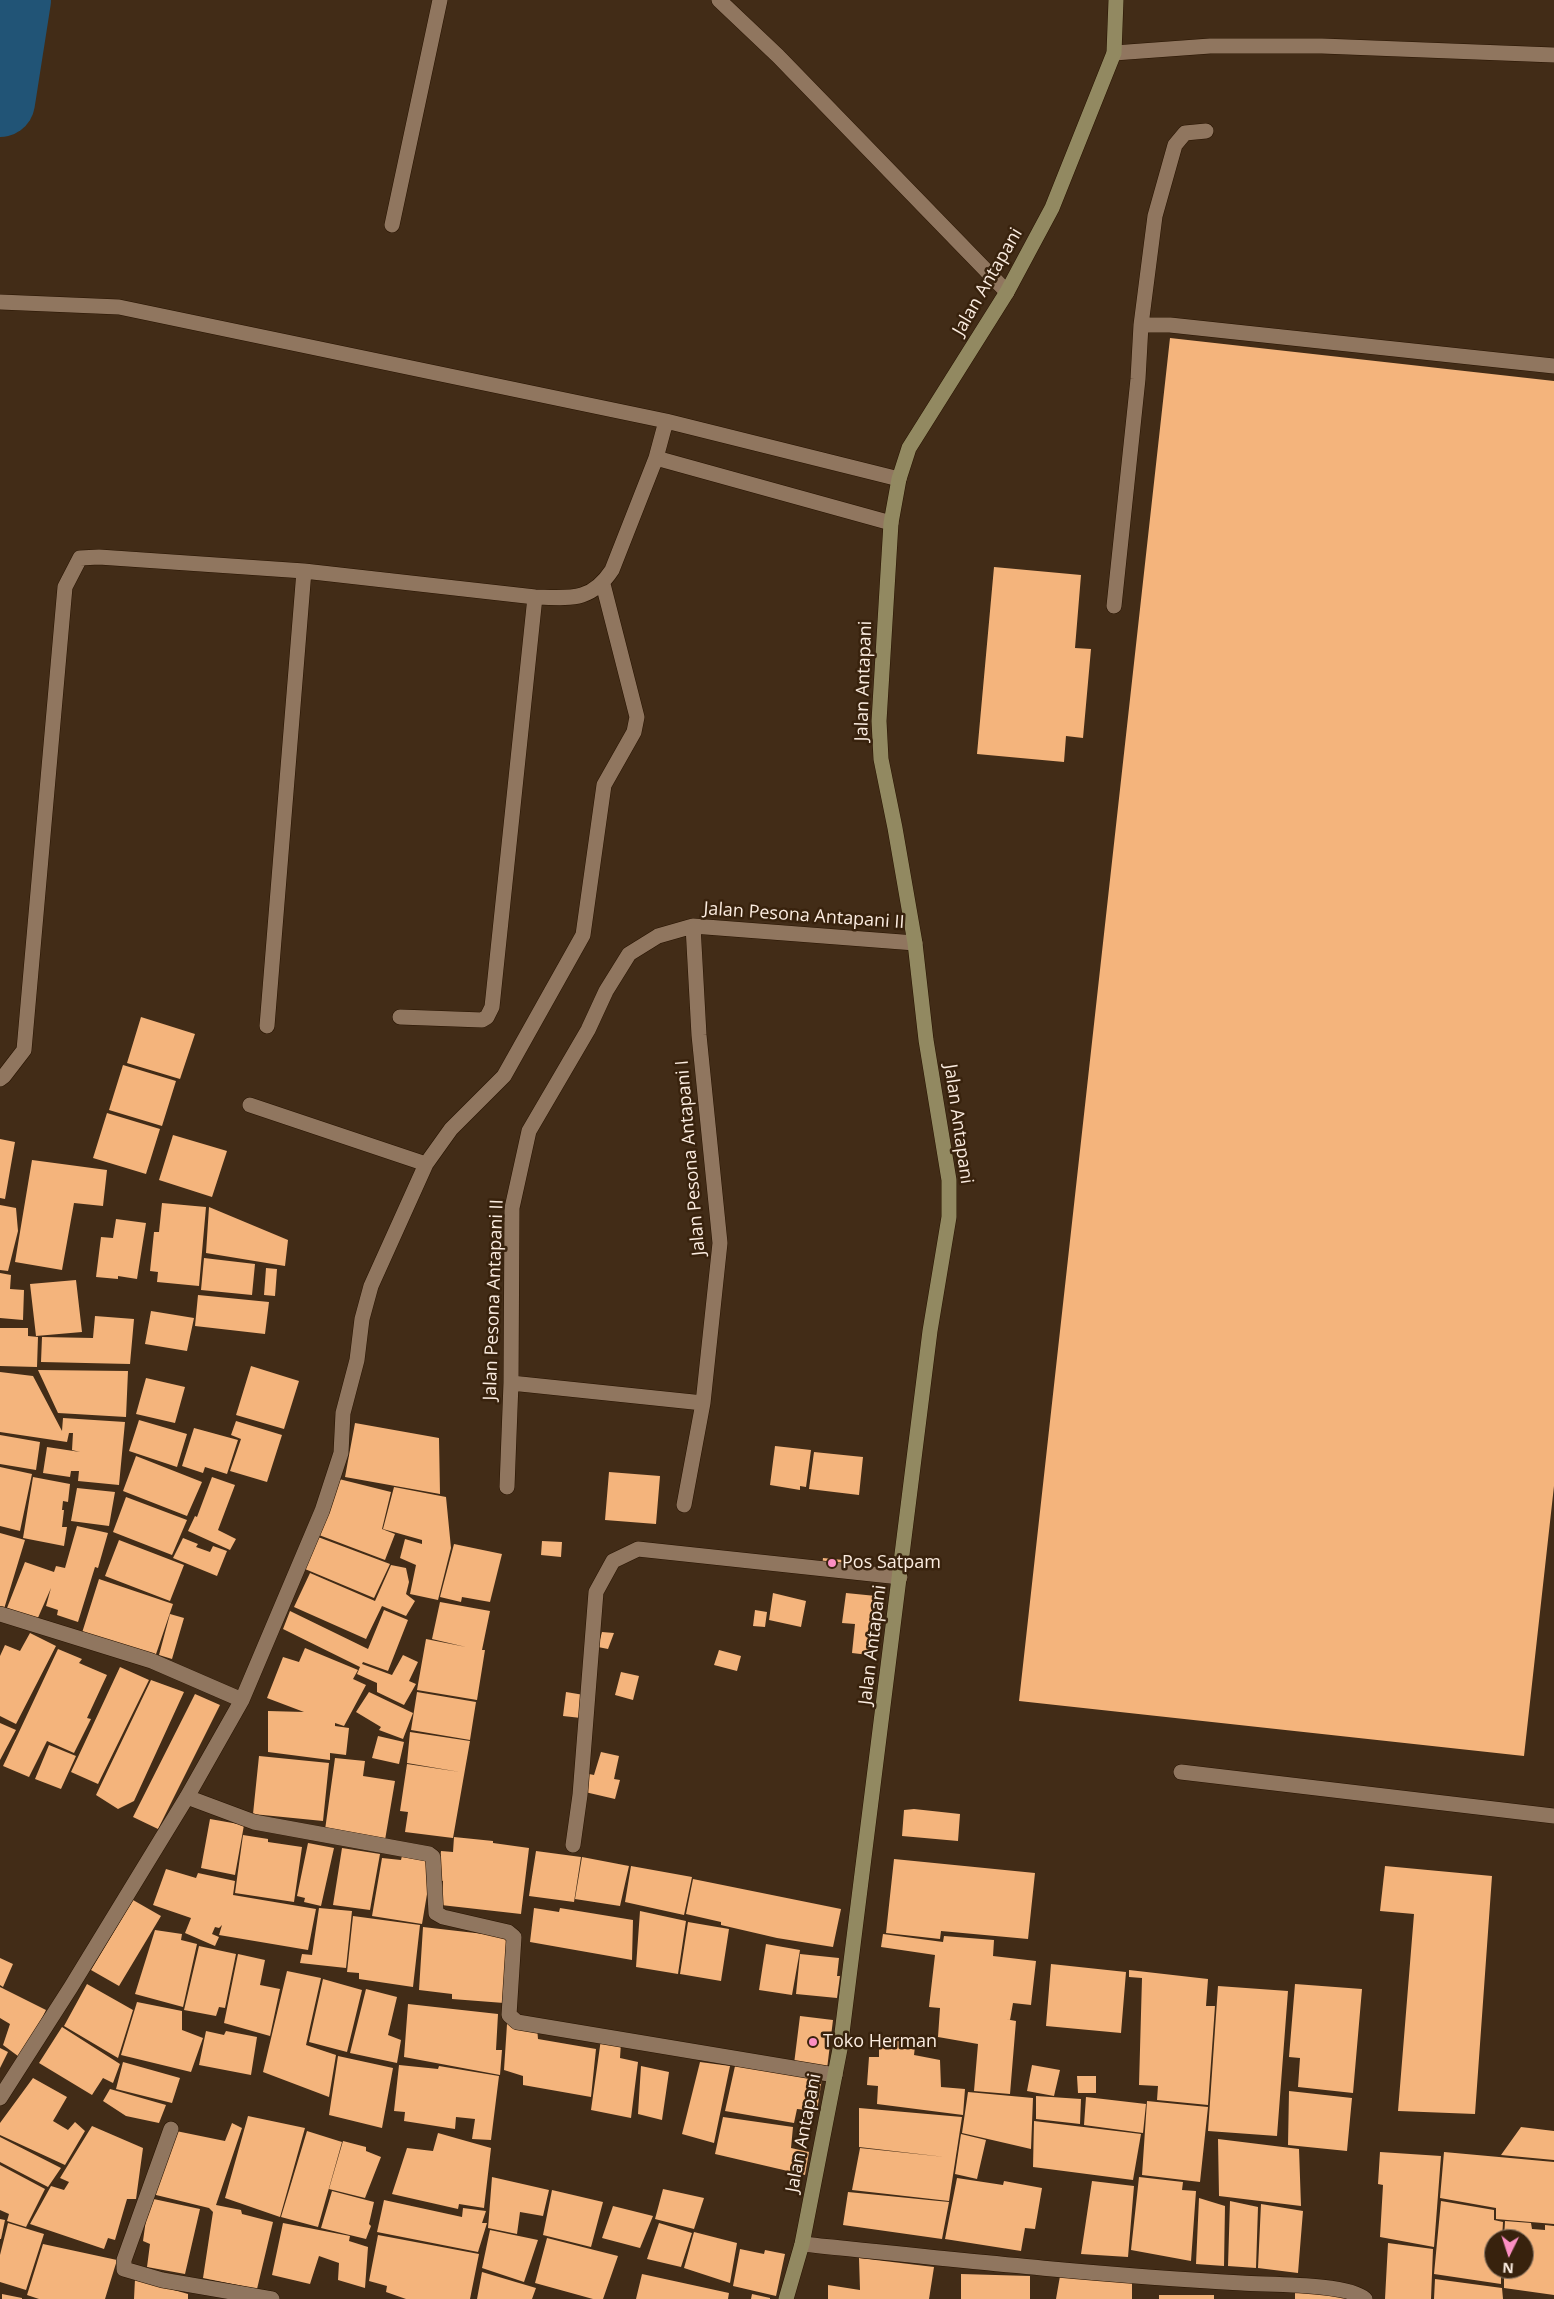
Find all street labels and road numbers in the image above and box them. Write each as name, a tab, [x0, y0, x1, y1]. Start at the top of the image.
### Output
street label: Jalan Antapani	[949, 224, 1027, 340]
street label: Jalan Antapani	[851, 620, 877, 742]
street label: Jalan Pesona Antapani II	[703, 898, 905, 934]
street label: Jalan Pesona Antapani I	[672, 1059, 710, 1257]
street label: Jalan Antapani	[939, 1063, 977, 1185]
street label: Jalan Pesona Antapani II	[480, 1199, 508, 1401]
street label: Jalan Antapani	[855, 1584, 891, 1706]
street label: Jalan Antapani	[782, 2072, 826, 2194]

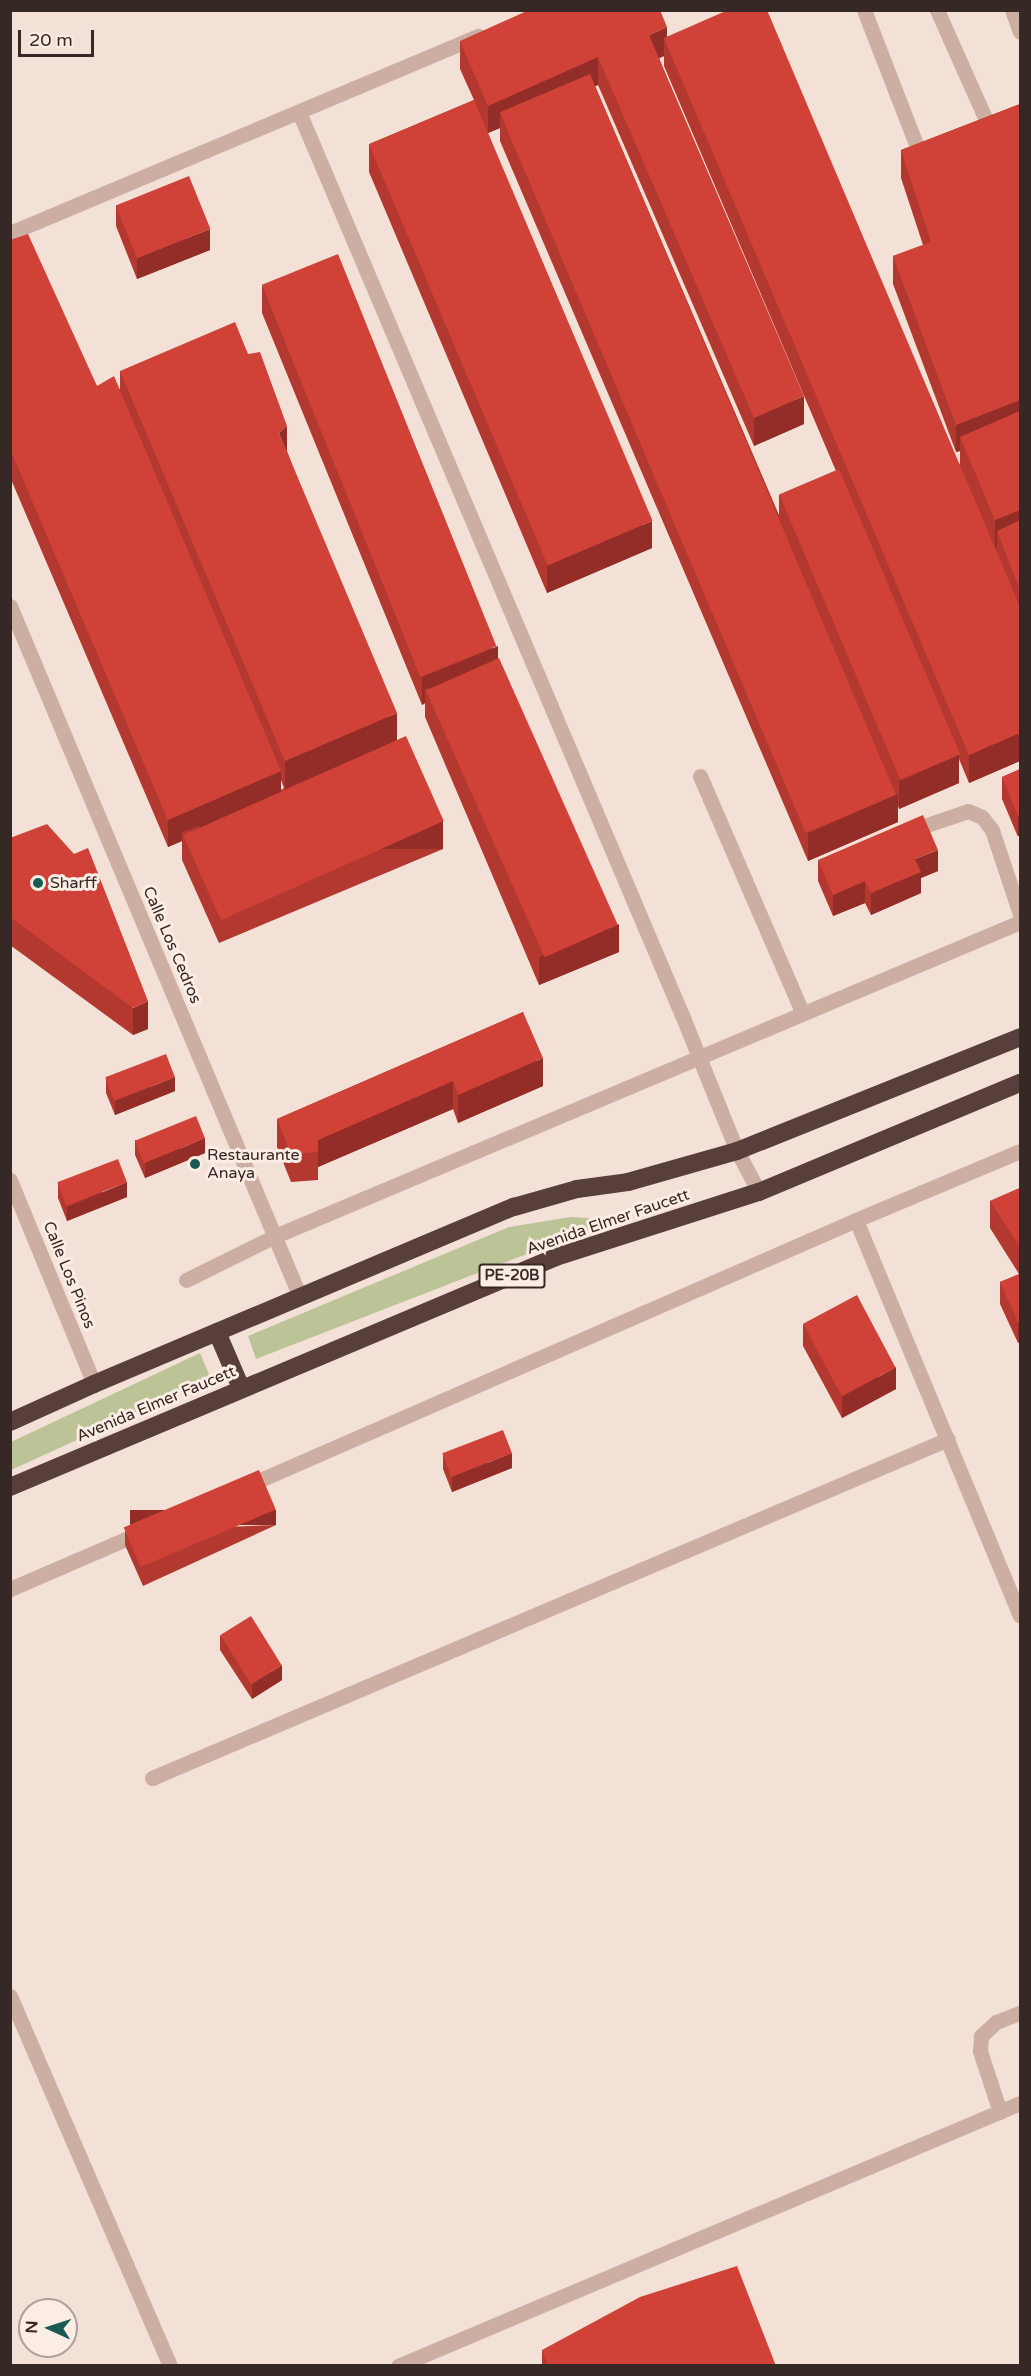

● ● ● ● ● ● ●

- _WHAT YOU NEED TO DO_: Skip the pictures and give the entries above again word for word.

- _THE ANSWER_:
Find all street labels and road numbers in the image above and box them. Write each as name, a tab, [x0, y0, x1, y1]. Start at the top of the image.
### Output
street label: Jalan Antapani	[949, 224, 1027, 340]
street label: Jalan Antapani	[851, 620, 877, 742]
street label: Jalan Pesona Antapani II	[703, 898, 905, 934]
street label: Jalan Pesona Antapani I	[672, 1059, 710, 1257]
street label: Jalan Antapani	[939, 1063, 977, 1185]
street label: Jalan Pesona Antapani II	[480, 1199, 508, 1401]
street label: Jalan Antapani	[855, 1584, 891, 1706]
street label: Jalan Antapani	[782, 2072, 826, 2194]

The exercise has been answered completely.